Stop fixing your child, start feeling: Transform your parenting approach with these 5 tips

Jan 07, 2025 05:51 PM IST

Parenting Secrets: Understanding beats fixing every time. Check out this modern parent’s guide to foster emotional growth in your child.

There is no challenge as rewarding as parenting but driven by the desire to protect and nurture their children, parents sometimes instinctively focus on “fixing” problems rather than understanding the emotions behind them. This approach, though well-intentioned, can inadvertently teach children to suppress their feelings or view emotions as obstacles to overcome.

Want to raise confident kids? Ditch these habits and embrace these 5 steps!(Image by Pixabay)

In an interview with HT Lifestyle, Dr Preeti Singh, Chief Medical Officer at Lissun and Senior Consultant Clinical Psychology, recommended five actionable tips to help foster a deeper connection with your child –

1. Prioritise understanding over fixing

When your child is upset, the instinct to jump in and solve the problem is natural. However, focusing on fixing can inadvertently teach your child that their feelings are something to be “fixed” or dismissed. Instead:

  • Pause and Acknowledge: Let your child know it’s okay to feel what they’re feeling. Phrases like, “I see you’re upset; do you want to talk about it?” can help.
  • Be Curious: Ask open-ended questions to understand their perspective. Avoid assumptions.
  • Validate Emotions: Say things like, “It’s okay to feel sad,” or “That sounds really frustrating.” This teaches your child that emotions are normal and manageable.
  • Avoid Rushing: If they put on a brave front, let them know it’s okay not to be okay around you. Create an environment where vulnerability is seen as a strength.
Navigating parent-child conflicts requires patience, understanding, and effective communication. (Freepik )

2. Model healthy boundaries and ground rules

Children learn the most by observing, so demonstrating healthy boundaries is key. Boundaries teach self-respect and respect for others.

  • Be Consistent: Clearly communicate rules and expectations (e.g., regarding screen time or mealtime). Stick to them calmly, even if met with resistance.
  • Teach “Yes” and “No”: Show your child that saying “no” doesn’t make them bad or unkind, and that saying “yes” comes from a place of willingness, not obligation.
  • Set Personal Boundaries: Share examples of your own boundaries, like saying, “I need some quiet time right now, but we can talk after dinner.”
  • Encourage Autonomy: Give your child age-appropriate opportunities to make choices and respect their decisions when possible.

3. Foster a body-neutral and gender-neutral environment

In a world filled with stereotypes, creating an inclusive and accepting space allows your child to grow into their authentic self.

  • Avoid Critiques of Appearance: Avoid comments (positive or negative) about weight, body shape, or physical features. Focus on strengths, abilities, and character.
  • Challenge Stereotypes: Encourage interests regardless of gender norms (e.g., letting boys enjoy cooking or girls pursue sports).
  • Use Inclusive Language: Opt for words that don’t reinforce traditional gender roles, such as “person” instead of “boy/girl” where appropriate.
  • Encourage Self-Expression: Allow your child to explore their identity without judgment or pressure. Be a supportive sounding board.

4. Manage digital health

Technology is a powerful tool but can become harmful when unchecked.

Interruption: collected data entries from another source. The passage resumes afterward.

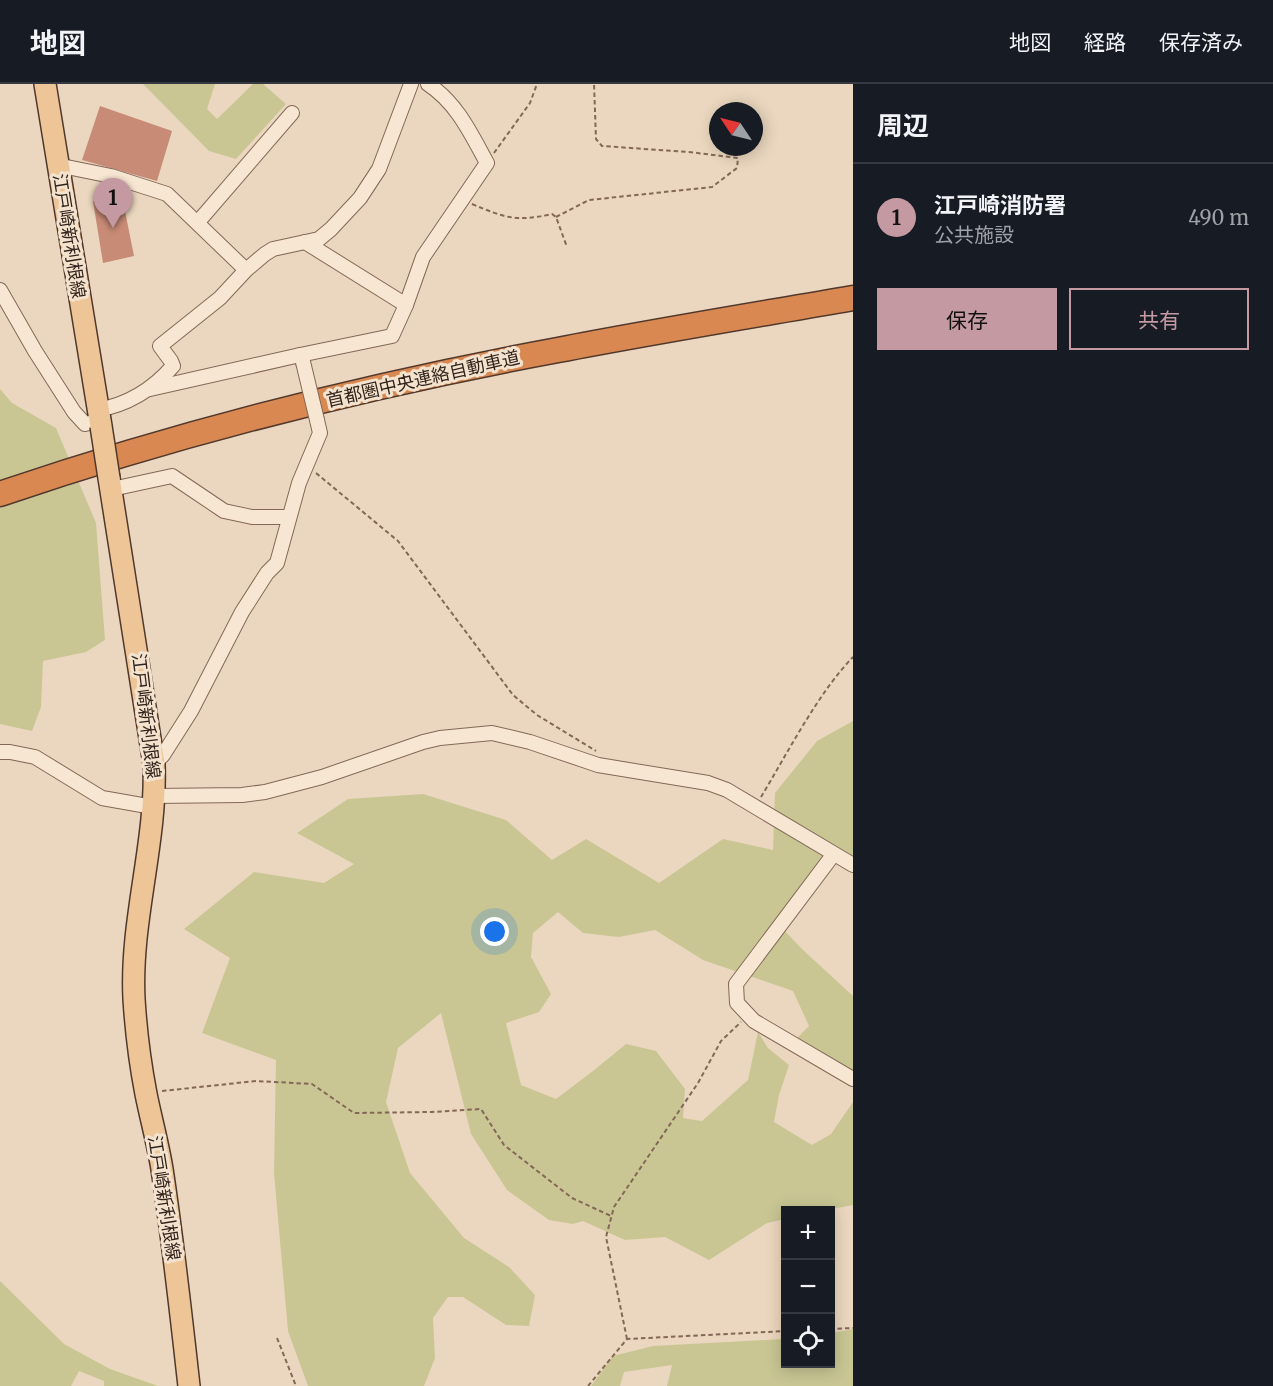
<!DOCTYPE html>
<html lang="ja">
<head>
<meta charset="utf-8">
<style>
	:root { --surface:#171b24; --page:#20242c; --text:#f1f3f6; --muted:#9ea1a6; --line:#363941; --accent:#c599a2 }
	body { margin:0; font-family:Merriweather,"Noto Sans JP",serif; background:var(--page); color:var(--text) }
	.controls { position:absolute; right:18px; bottom:18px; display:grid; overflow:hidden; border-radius:0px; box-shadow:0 3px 15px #0003 }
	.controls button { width:54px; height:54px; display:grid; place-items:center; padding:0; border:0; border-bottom:2px solid var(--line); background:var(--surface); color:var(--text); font:30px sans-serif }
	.compass { position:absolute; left:709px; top:18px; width:54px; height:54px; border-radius:50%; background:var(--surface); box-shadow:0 3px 15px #0003; rotate:305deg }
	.you { position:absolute; left:495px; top:848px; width:21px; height:21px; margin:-15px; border:4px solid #fff; border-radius:50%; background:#1a73e8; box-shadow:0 0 0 9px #1a73e833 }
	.badge { display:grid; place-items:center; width:39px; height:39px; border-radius:50%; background:var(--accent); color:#111; font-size:20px; font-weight:700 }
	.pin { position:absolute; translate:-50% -50px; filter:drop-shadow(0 2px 3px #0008) }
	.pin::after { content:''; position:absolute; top:32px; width:21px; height:18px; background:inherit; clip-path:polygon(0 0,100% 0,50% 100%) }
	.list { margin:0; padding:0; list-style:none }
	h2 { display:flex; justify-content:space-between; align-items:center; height:78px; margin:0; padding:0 24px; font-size:26px }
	h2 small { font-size:20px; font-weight:400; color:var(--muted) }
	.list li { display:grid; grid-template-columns:39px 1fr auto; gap:18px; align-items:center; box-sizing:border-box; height:108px; padding:0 24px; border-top:2px solid var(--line) }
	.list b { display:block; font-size:22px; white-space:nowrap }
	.list p { margin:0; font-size:20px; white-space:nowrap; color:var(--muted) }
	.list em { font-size:20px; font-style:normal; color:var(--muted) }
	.actions { display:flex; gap:12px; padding:18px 24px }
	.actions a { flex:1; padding:14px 0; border:2px solid var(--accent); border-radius:0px; text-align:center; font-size:21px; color:var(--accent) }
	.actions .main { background:var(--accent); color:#111 }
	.icon { flex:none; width:33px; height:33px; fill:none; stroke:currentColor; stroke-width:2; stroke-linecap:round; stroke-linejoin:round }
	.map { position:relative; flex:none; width:853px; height:1302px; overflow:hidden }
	header { display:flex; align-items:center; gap:36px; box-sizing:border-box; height:84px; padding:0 30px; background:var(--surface); border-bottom:2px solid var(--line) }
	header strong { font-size:28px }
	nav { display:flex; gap:33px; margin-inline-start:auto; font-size:21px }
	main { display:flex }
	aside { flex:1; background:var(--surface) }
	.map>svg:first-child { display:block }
	.green { fill:#c9c694 }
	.building { fill:#c88b76 }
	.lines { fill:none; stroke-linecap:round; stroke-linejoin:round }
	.minor-casing { stroke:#836858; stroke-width:16 }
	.primary-casing { stroke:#51382d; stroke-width:24 }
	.motorway-casing { stroke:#51382d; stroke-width:27 }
	.path { stroke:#836858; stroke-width:2; stroke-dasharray:4.5 3; stroke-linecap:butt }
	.minor { stroke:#f7e6d1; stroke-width:14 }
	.primary { stroke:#eec597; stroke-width:21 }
	.motorway { stroke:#d98851; stroke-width:24 }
	.minor-bridge-casing { stroke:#836858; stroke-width:16; stroke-linecap:butt }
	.primary-bridge-casing { stroke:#51382d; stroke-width:24; stroke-linecap:butt }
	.minor-bridge { stroke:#f7e6d1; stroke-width:14 }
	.primary-bridge { stroke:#eec597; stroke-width:21 }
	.labels { text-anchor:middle; stroke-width:6; stroke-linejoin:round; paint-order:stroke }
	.street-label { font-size:18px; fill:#33241c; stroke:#f3e3ce }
</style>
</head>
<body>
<header>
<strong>地図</strong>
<nav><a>地図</a><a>経路</a><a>保存済み</a></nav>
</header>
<main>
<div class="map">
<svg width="853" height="1302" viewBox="0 0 853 1302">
	<rect width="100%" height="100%" fill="#ebd7bf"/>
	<g class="green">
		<path d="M143,0H215L207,25L217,35L253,0H263L286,20L236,75L209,67Z"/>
		<path d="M0,305L12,319L56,344L96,439L105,556L86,568L43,577L41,623L32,647L0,640Z"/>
		<path d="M853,637V773L837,771L782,844L802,865L853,912V998L795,956L809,942L793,907L703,876L655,846L619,853L583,849L558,828L533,849L531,873L551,910L539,928L506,939L521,1001L556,1015L593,987L626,960L656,967L685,1005L683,1034L702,1037L748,996L758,948L768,964L789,981L779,1011L774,1038L812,1061L831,1050L853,1018V1121L827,1126H786L785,1135L767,1139L709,1176L665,1153L625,1156L583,1137L573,1140L549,1136L507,1106L471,1050L441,929L398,964L386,1018L410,1089L464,1154L509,1183L535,1211L529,1242L506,1241L463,1213H448L433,1234L435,1274L424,1302H308L288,1247L274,1089L276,976L202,949L230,874L184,845L254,788L324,799L354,780L297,749L348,715L423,710L506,736L552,776L586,755L659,799L723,755L773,766L775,709L817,657Z"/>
		<path d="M0,1197L64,1260L110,1285L158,1302H104V1297L79,1287L71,1302H0Z"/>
		<path d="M853,1245V1302H667L672,1281L624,1288L620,1302H591L613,1272L653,1262L785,1255L786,1280H830L831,1249Z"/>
	</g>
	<g class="building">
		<path d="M100,22L172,47L157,97L82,76Z"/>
		<path d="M122,112L134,172L103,179L93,117Z"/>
	</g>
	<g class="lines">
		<g class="minor-casing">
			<g id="minor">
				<path d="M57,81L111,92L167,110L246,186"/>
				<path d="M198,138L292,29"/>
				<path d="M305,158L406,221"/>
				<path d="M0,206L35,267L74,328L85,340L99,337"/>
				<path d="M303,278L300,271L392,252L406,221L423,173L487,79C471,50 457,19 428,0"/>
				<path d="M150,305L300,271"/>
				<path d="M97,326C127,321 153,305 173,282L171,277L160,262L220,214L246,186L265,170L273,165L319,155L331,145L360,114L379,85L411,0"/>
				<path d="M112,405L172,392L224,427L252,433H289"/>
				<path d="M0,668H10L35,673L102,714L153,723"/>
				<path d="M154,680L163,671L191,627L242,528L267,489L277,479L299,399L320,349L317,336"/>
				<path d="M154,712L242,711L265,708L322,693L423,658L440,654L492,649L530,658L598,681L708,699L727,706L853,781"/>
				<path d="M833,771L736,900L737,919L754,937L853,995"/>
			</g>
		</g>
		<g class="primary-casing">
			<g id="primary">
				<path d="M45,0L101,342"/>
				<path d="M109,394L154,680C157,759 130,836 134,915C136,947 140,979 146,1010C151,1035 158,1060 162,1085C173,1157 181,1230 189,1302"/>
			</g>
		</g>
		<g class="motorway-casing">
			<path id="motorway" d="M0,410C182,348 369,301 558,266C656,247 755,231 853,214"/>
		</g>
		<g class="path">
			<path d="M494,69L530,19L537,0"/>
			<path d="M472,120C505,134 516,138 552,130L556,133L567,163"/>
			<path d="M556,133L589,116L712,103L737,84L738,74L689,68L602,62L596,55L594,0"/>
			<path d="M316,389L398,457L513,611L537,631L596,667"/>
			<path d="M761,713C787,670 818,609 853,573"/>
			<path d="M162,1007L256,997L312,1000L354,1029L432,1028L481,1025L504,1061L572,1114L611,1132"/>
			<path d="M830,1245L853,1244"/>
			<path d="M277,1254L296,1302"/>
			<path d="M627,1255L606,1153L614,1123L698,999L721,957L741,938"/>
			<path d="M588,1302L627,1255L786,1247"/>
		</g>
		<use href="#minor" class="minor"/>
		<use href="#primary" class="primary"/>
		<use href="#motorway" class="motorway"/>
		<g class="minor-bridge-casing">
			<path id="minor-bridge" d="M303,278L317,336"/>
		</g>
		<g class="primary-bridge-casing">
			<path id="primary-bridge" d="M101,342L109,394"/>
		</g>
		<use href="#minor-bridge" class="minor-bridge"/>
		<use href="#primary-bridge" class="primary-bridge"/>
	</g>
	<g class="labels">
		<g class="street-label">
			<text transform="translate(69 152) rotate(81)" y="6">江戸崎新利根線</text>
			<text transform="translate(423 295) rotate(-13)" y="6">首都圏中央連絡自動車道</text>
			<text transform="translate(146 632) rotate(83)" y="6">江戸崎新利根線</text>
			<text transform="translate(164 1114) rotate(81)" y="6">江戸崎新利根線</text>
		</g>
	</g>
</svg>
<div class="controls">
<button>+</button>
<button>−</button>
<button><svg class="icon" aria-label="locate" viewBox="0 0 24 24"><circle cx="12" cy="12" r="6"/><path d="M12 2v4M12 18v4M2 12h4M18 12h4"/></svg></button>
</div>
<svg class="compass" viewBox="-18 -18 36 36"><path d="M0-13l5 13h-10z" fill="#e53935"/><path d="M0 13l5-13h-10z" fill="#9ea1a6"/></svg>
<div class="you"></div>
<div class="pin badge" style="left:113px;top:144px">1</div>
</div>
<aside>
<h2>周辺<small></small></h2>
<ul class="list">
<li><span class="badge">1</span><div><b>江戸崎消防署</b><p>公共施設</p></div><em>490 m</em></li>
</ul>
<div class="actions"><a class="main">保存</a><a>共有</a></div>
</aside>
</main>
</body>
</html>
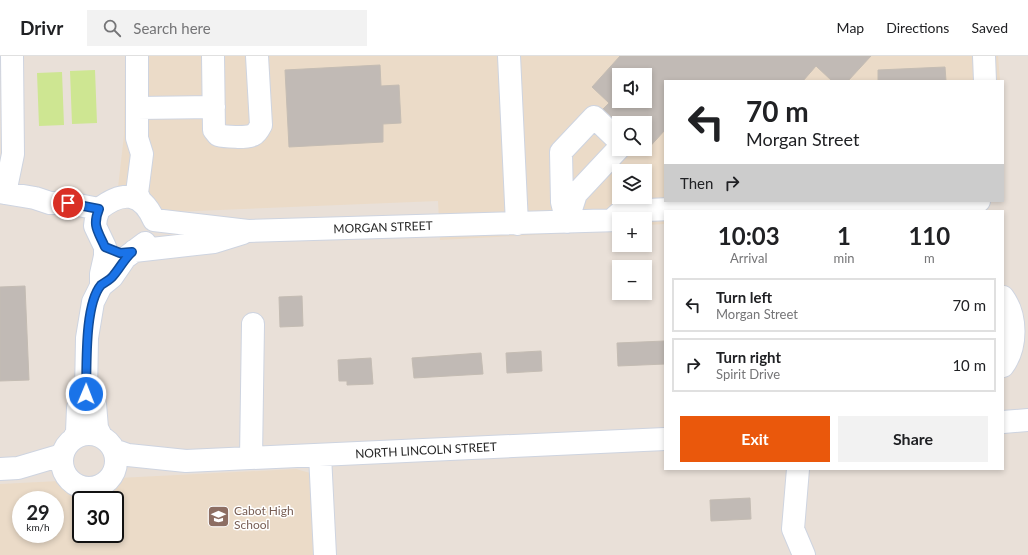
<!DOCTYPE html>
<html lang="en">
<head>
<meta charset="utf-8">
<style>
  :root { --surface:#fff; --page:#f2f2f2; --text:#202124; --muted:#757577; --line:#e0e0e0; --accent:#ea580c }
  body { margin:0; font-family:Lato,sans-serif; background:var(--page); color:var(--text); height:100vh; display:flex; flex-direction:column; font-size:15px; white-space:nowrap }
  * { box-sizing:border-box; margin:0 }
  p { font-size:13px; color:var(--muted) }
  .icon { flex:none; width:22px; height:22px; fill:none; stroke:currentColor; stroke-width:2; stroke-linecap:round; stroke-linejoin:round }
  .map { position:relative; flex:1; overflow:hidden }
  .sheet { position:absolute; left:664px; top:154px; width:340px; height:260px; display:flex; flex-direction:column; background:var(--surface); border-radius:0px; box-shadow:0 2px 6px #0003 }
  .sheet>* { flex:none }
  .hud { position:absolute; left:664px; top:24px; width:340px; height:122px; border-radius:0px; box-shadow:0 2px 6px #0003; background:#fff; color:var(--text); overflow:hidden }
  .tools { position:absolute; left:612px; top:12px; display:grid; gap:8px }
  .tools a { display:grid; place-items:center; width:40px; height:40px; border-radius:0px; background:var(--surface); box-shadow:0 2px 6px #0003; font-size:20px }
  .speed { position:absolute; left:12px; top:435px; display:flex; gap:8px; font-size:20px; font-weight:700; text-align:center }
  .speed>* { display:grid; place-content:center; width:52px; height:52px; border-radius:50%; background:var(--surface); box-shadow:0 2px 6px #0003; line-height:1 }
  .speed small { font-size:10px; font-weight:400 }
  .speed .limit { border:2px solid #111; border-radius:6px; background:#fff; color:#111 }
  .pin { position:absolute; display:grid; place-items:center; width:34px; height:34px; color:#fff; margin:-17px; border:2px solid #fff; border-radius:50%; box-shadow:0 1px 4px #0007 }
  .me { position:absolute; width:44px; margin:-22px; rotate:1deg; stroke-linejoin:round; filter:drop-shadow(0 0 3px #0008) }
  .turn { display:flex; align-items:center; gap:14px; height:84px; padding:0 16px; font-size:18px }
  .turn .icon { width:52px; height:52px; stroke-width:2.5 }
  .turn b { display:block; font-size:28px; line-height:34px }
  .then { display:flex; align-items:center; height:38px; padding:0 16px; background:#0003; gap:8px; font-size:15px }
  .eta { display:flex; justify-content:space-evenly; align-items:center; height:68px; text-align:center }
  .eta b { font-size:24px; font-weight:700; line-height:28px }
  .button { display:flex; gap:8px; margin-top:auto; padding:8px 16px }
  .button a { flex:1; height:46px; border-radius:0px; background:var(--accent); color:#fff; font-size:16px; font-weight:700; line-height:46px; text-align:center }
  .button a+a { background:var(--page); color:var(--text) }
  ul { padding:0; list-style:none }
  li { display:flex; align-items:center; gap:12px; height:54px; margin:0 8px 6px; padding:0 8px; border:2px solid var(--line); border-radius:0px }
  li div { flex:1 }
  li b { display:block; font-size:15px }
  li em { font-style:normal }
  header { display:flex; align-items:center; gap:24px; box-sizing:border-box; height:56px; padding:0 20px; background:var(--surface); border-bottom:1px solid var(--line) }
  header strong { font-size:19px }
  nav { display:flex; gap:22px; margin-inline-start:auto; font-size:14px }
  .search { width:280px; height:36px; background:var(--page); display:flex; align-items:center; gap:10px; box-sizing:border-box; padding:0 14px; border-radius:0px; color:var(--muted); font-size:15px }
  .map>svg:first-child { display:block }
</style>
</head>
<body>
<header>
<strong>Drivr</strong>
<div class="search"><svg class="icon" aria-label="search" viewBox="0 0 24 24"><circle cx="10" cy="10" r="6"/><path d="M15 15l6 6"/></svg>Search here</div>
<nav><a>Map</a><a>Directions</a><a>Saved</a></nav>
</header>
<div class="map">
<svg width="1028" height="499" viewBox="0 0 1028 499">
  <rect width="100%" height="100%" fill="#e9e0d8"/>
  <!-- education -->
  <path fill="#ebdbc8" fill-rule="evenodd" d="M125,0H998L1000,25H665V145H992L989,148L665,155V168L645,169V163H619V172L553,178L440,184L438,145L171,156L116,149L124,79ZM619,19H645V45H619ZM619,67H645V93H619ZM619,115H645V141H619Z
    M296,413L310,417L325,499H0V428ZM21,444H55V478H21ZM81,444H115V478H81Z"/>
  <!-- pitch -->
  <path fill="#cee692" d="M95,14L97,67L72,68L70,15Z
    M62,16L64,69L39,70L37,17Z"/>
  <!-- building -->
  <path fill="#c1bab5" stroke="#c4bcb3" fill-rule="evenodd" d="M620,0H871L848,25H832L816,10L803,25H665V74L645,96V67H618L603,53L609,47L592,31ZM619,19H645V45H619Z
    M380,9L381,30L399,29L401,67L383,68V86L289,91L285,14Z
    M945,11L946,25H878V14Z
    M25,230L29,324L0,325V231Z
    M302,240L303,270L280,271L279,241Z
    M665,285V308L618,310L617,287Z
    M541,295L542,315L507,317L506,297Z
    M481,297L483,318L414,322L412,302Z
    M371,302L373,328L347,329V325H339L338,304Z
    M750,442L751,463L711,465L710,444Z"/>
  <g fill="none" stroke-linecap="round" stroke-linejoin="round">
    <defs>
      <path id="minor" d="M137,0V82L142,98L137,137L140,144
        M213,0L214,74L218,79C225,81 246,82 253,79C257,77 259,73 261,69L257,0
        M509,0L517,168
        M984,0L985,25
        M137,52L214,51
        M619,85L594,61L561,96L562,146L567,166L576,138L619,92
        M0,136L35,142L50,147H68L99,153C122,135 141,135 154,164
        M5,137L13,98L12,0
        M856,154L965,149L979,145
        M154,164L248,175L619,164
        M612,164L622,155L873,145
        M134,195L214,186L243,177
        M101,230L112,221L125,202L145,187
        M1003,241C1017,260 1017,291 1003,310
        M86,338L95,348L97,372L101,380
        M1003,366L1028,364
        M62 405a27 27 0 1 1 54 0a27 27 0 1 1-54 0Z
        M74,382L77,376L78,352L86,338L87,282L93,246L101,230V218L105,200V191L95,170L96,162L99,153
        M114,394L128,399L186,405L665,383
        M320,399L325,499
        M251,402L253,268
        M0,413L18,412L62,399
        M798,413L793,473L804,499"/>
    </defs>
    <!-- minor casing -->
    <use href="#minor" stroke="#ced4e0" stroke-width="24"/>
    <!-- minor -->
    <use href="#minor" stroke="#fff" stroke-width="22"/>
  </g>
  <g fill="none" stroke-linecap="round" stroke-linejoin="round">
    <defs>
      <path id="route" d="M68,147L99,153C92,170 98,175 105,191L120,197L132,196C124,203 120,212 113,220C110,224 105,226 101,229C84,249 87,312 86,338"/>
    </defs>
    <!-- route casing -->
    <use href="#route" stroke="#114b97" stroke-width="10"/>
    <!-- route -->
    <use href="#route" stroke="#1a73e8" stroke-width="7"/>
  </g>
  <!-- icons -->
  <defs>
    <symbol id="school-square" viewBox="-11 -11 22 22"><rect x="-9" y="-9" width="18" height="18" rx="4" fill="#8d6e63" stroke="#fff"/><path d="M0-5L7-2L0 1L-7-2ZM-4 1L0 2.5L4 1V4Q0 6-4 4Z" fill="#fff"/></symbol>
  </defs>
  <g fill-rule="evenodd">
    <use href="#school-square" x="206" y="448" width="25" height="25"/>
  </g>
  <g text-anchor="middle" dominant-baseline="central" stroke-width="3" stroke-linejoin="round" paint-order="stroke">
    <!-- street labels -->
    <g font-size="12" fill="#272727" stroke="#fff">
      <text transform="translate(383 171) rotate(-2)">MORGAN STREET</text>
      <text transform="translate(426 394) rotate(-3)">NORTH LINCOLN STREET</text>
    </g>
    <!-- education labels -->
    <g font-size="12" fill="#785e54" stroke="#fff" text-anchor="start">
      <text x="234" y="454">Cabot High<tspan x="234" dy="14">School</tspan></text>
    </g>
  </g>
</svg>
<div class="tools">
<a><svg class="icon" aria-label="sound" viewBox="0 0 24 24"><path d="M4 9h4l5-4v14l-5-4H4zM17 9q2 3 0 6"/></svg></a>
<a><svg class="icon" aria-label="search" viewBox="0 0 24 24"><circle cx="10" cy="10" r="6"/><path d="M15 15l6 6"/></svg></a>
<a><svg class="icon" aria-label="layers" viewBox="0 0 24 24"><path d="M12 4l9 5-9 5-9-5zM3 14l9 5 9-5"/></svg></a>
<a>+</a>
<a>−</a>
</div>
<div class="speed"><div>29<small>km/h</small></div><div class="limit">30</div></div>
<div class="pin" style="left:68px;top:147px;background:#d93025"><svg class="icon" aria-label="arrive" viewBox="0 0 24 24"><path d="M6 21V4h12l-3 4 3 4H6"/></svg></div>
<svg class="me" style="left:86px;top:338px" viewBox="-20 -20 40 40"><circle r="17" fill="#1a73e8" stroke="#fff" stroke-width="3"/><path d="M0-11L8 9 0 5-8 9z" fill="#fff"/></svg>
<div class="hud">
<div class="turn"><svg class="icon" aria-label="left" viewBox="0 0 24 24"><path d="M17 20v-9H6M10 6l-5 5 5 5"/></svg><div><b>70 m</b>Morgan Street</div></div>
<div class="then">Then<svg class="icon" aria-label="right" viewBox="0 0 24 24"><path d="M7 20v-9h11M14 6l5 5-5 5"/></svg></div>
</div>
<section class="sheet">
<div class="eta">
<div><b>10:03</b><p>Arrival</p></div>
<div><b>1</b><p>min</p></div>
<div><b>110</b><p>m</p></div>
</div>
<ul>
<li><svg class="icon" aria-label="left" viewBox="0 0 24 24"><path d="M17 20v-9H6M10 6l-5 5 5 5"/></svg><div><b>Turn left</b><p>Morgan Street</p></div><em>70 m</em></li>
<li><svg class="icon" aria-label="right" viewBox="0 0 24 24"><path d="M7 20v-9h11M14 6l5 5-5 5"/></svg><div><b>Turn right</b><p>Spirit Drive</p></div><em>10 m</em></li>
</ul>
<div class="button"><a>Exit</a><a>Share</a></div>
</section>
</div>
</body>
</html>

  • Set Limits: Create family rules around screen time, device usage during meals, and technology-free zones (e.g., bedrooms).
  • Teach Digital Responsibility: Discuss topics like online safety, cyberbullying, and the risks of excessive screen use.
  • Monitor Content: Keep an eye on what your child is consuming—games, videos, and social media—and discuss it openly.
  • Prioritise Sleep: Ensure devices are turned off at least an hour before bedtime to promote healthy sleep patterns.
  • Lead by Example: Model balanced screen usage and explain the benefits of unplugging.
Experts say that children must avoid looking at smartphone screens for more than 30 minutes at a time, and parents should take their children to see a doctor if their eyes seem to be deviated. (For representation purpose only)(Shutterstock)

5. Be a present listener

Listening actively and non-judgmentally strengthens your relationship with your child and builds trust.

  • Give Them Your Full Attention: Put aside distractions like phones or work when your child wants to talk.
  • Paraphrase to Show Understanding: Repeat back what they’ve shared (e.g., “So you felt left out when your friends didn’t invite you?”).
  • Ask Questions Without Leading: Use open-ended questions like, “How did that make you feel?” or “What do you think would help?”
  • Resist Judging or Fixing: Avoid offering solutions unless they ask. Sometimes, they just need someone to listen.

Ultimately, parenting with mindfulness and empathy creates a lasting, positive impact on your child’s self-esteem, emotional resilience and sense of worth.